A decade or so ago, when MEMS sensors were in the limelight, one of the touted applications was to install them on industrial or other equipment to get an advance warning if the equipment was approaching failure. Today, in-circuit monitoring brings the same promise.
Are these competing technologies? Or can they be made to work together?
“Almost all advanced tool manufacturing companies rely on sensors, including MEMS sensors and circuit sensors, within their tools to perform monitoring and provide signals when a tool approaches a maintenance interval,” said Mike McIntyre, director of software product management at Onto Innovation.
The key to both approaches is software. Analytics packages help to transform the sensor or monitor data into operational information that can be used to optimize uptime. But systems integrators will be responsible for unifying much of that software.
Historically, it’s been treated as an unfortunate fact of life that at some point, a home appliance, an industrial pump, an automobile — pretty much any mechanical system — will go down with little or no warning. If one were to know ahead of time that some component was about to fail, replacement of that component could take place in an orderly fashion at a relatively convenient time.
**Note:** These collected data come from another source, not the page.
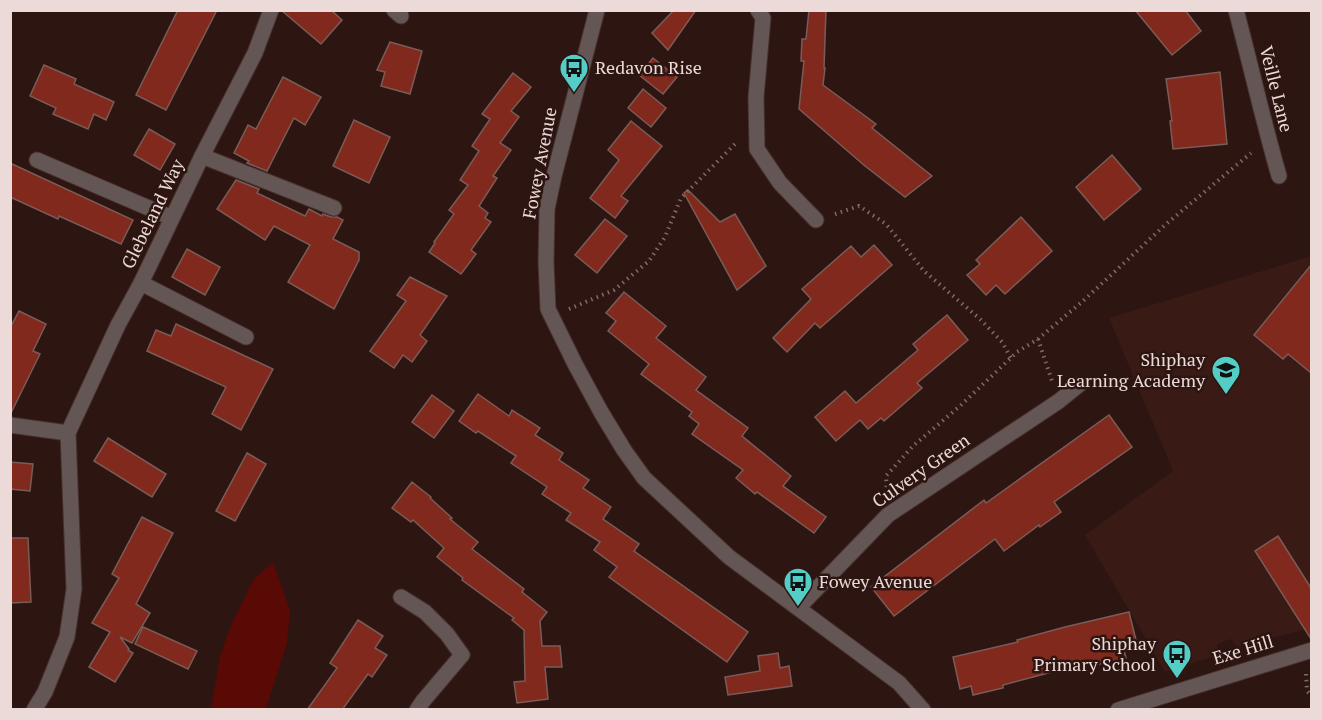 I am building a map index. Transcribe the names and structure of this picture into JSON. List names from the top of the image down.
{
  "streets": {
    "street": [
      "Veille Lane",
      "Fowey Avenue",
      "Glebeland Way",
      "Culvery Green",
      "Exe Hill"
    ]
  },
  "crossings": [
    ["Fowey Avenue", "Culvery Green"]
  ],
  "places": {
    "bus stop": ["Redavon Rise", "Fowey Avenue", "Shiphay Primary School"],
    "school or university": ["Shiphay Learning Academy"]
  }
}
With consumer items, unexpected failures are typically an annoyance that injects unplanned activity into an otherwise routine day. But for industrial equipment, it can mean unexpected downtime for production lines, and that has a significant cost. And with safety-critical equipment like automobiles, if the appropriate safety mitigations aren’t adequate, there is a risk of injury or death.
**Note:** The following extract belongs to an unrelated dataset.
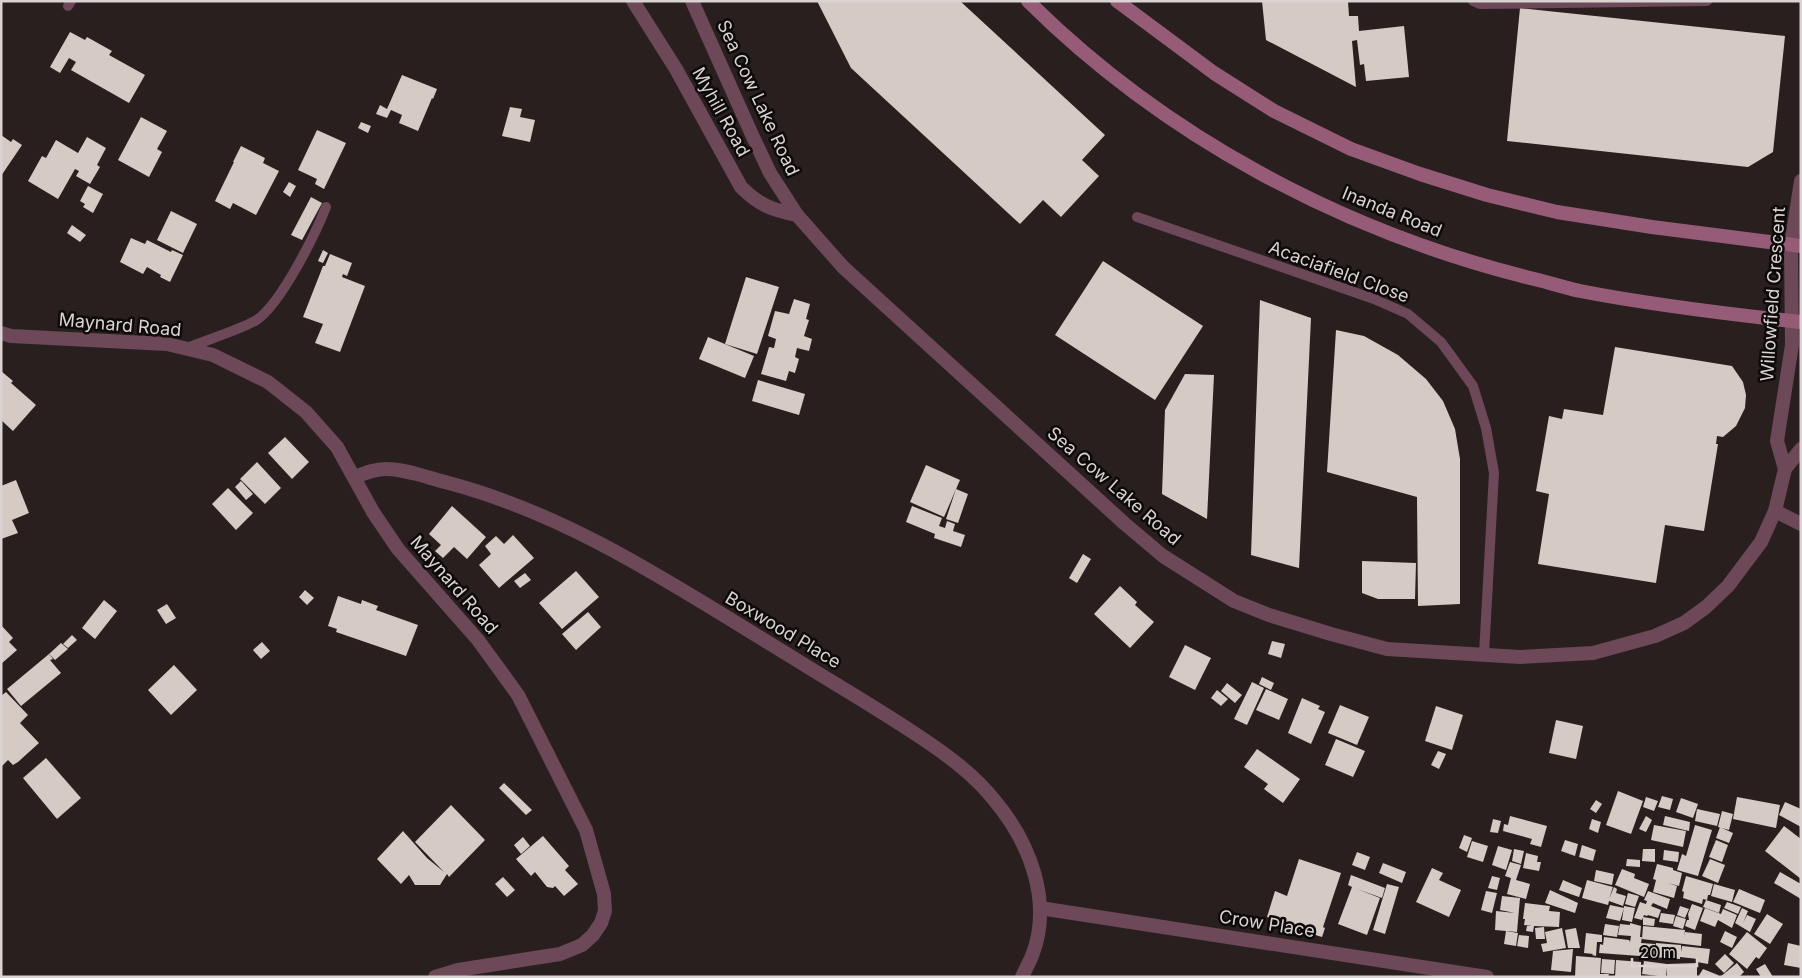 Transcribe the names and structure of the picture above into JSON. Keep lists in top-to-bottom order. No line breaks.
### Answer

Julia Fichte, manager, global application marketing, power and sensor systems division at Infineon Technologies, provided an example of the kind of industry that can suffer from this. “Facility managers and building owners who have to deal with the HVAC equipment are actively asking for a solution,” she said. “Those users seek, first of all, to maximize the equipment uptime, but also to optimize the performance of the equipment. They also want to make sure the equipment lives much longer than it’s made to do now. They want to save both maintenance and operation costs.”
Watching as failure approaches
This motivates the notion of both predictive and preventive maintenance. The idea is that sensor data generated during the operation of the equipment will provide clues as to whether a breakdown is imminent.
There are two broad categories of items to be monitored. “The first category is components that will fail through normal wear and tear,” said McIntyre. “These components are expected to last, day in and day out. They are usually maintained on a timed cycle of maintenance. The second category is consumables. These components are expected to have a defined life in the equipment.”
Predictive and preventive maintenance can complement scheduled maintenance, but they also can replace it. If equipment shows no sign of needing replacement at its scheduled time, why waste a good unit when it can be replaced at some future date when it truly is worn out?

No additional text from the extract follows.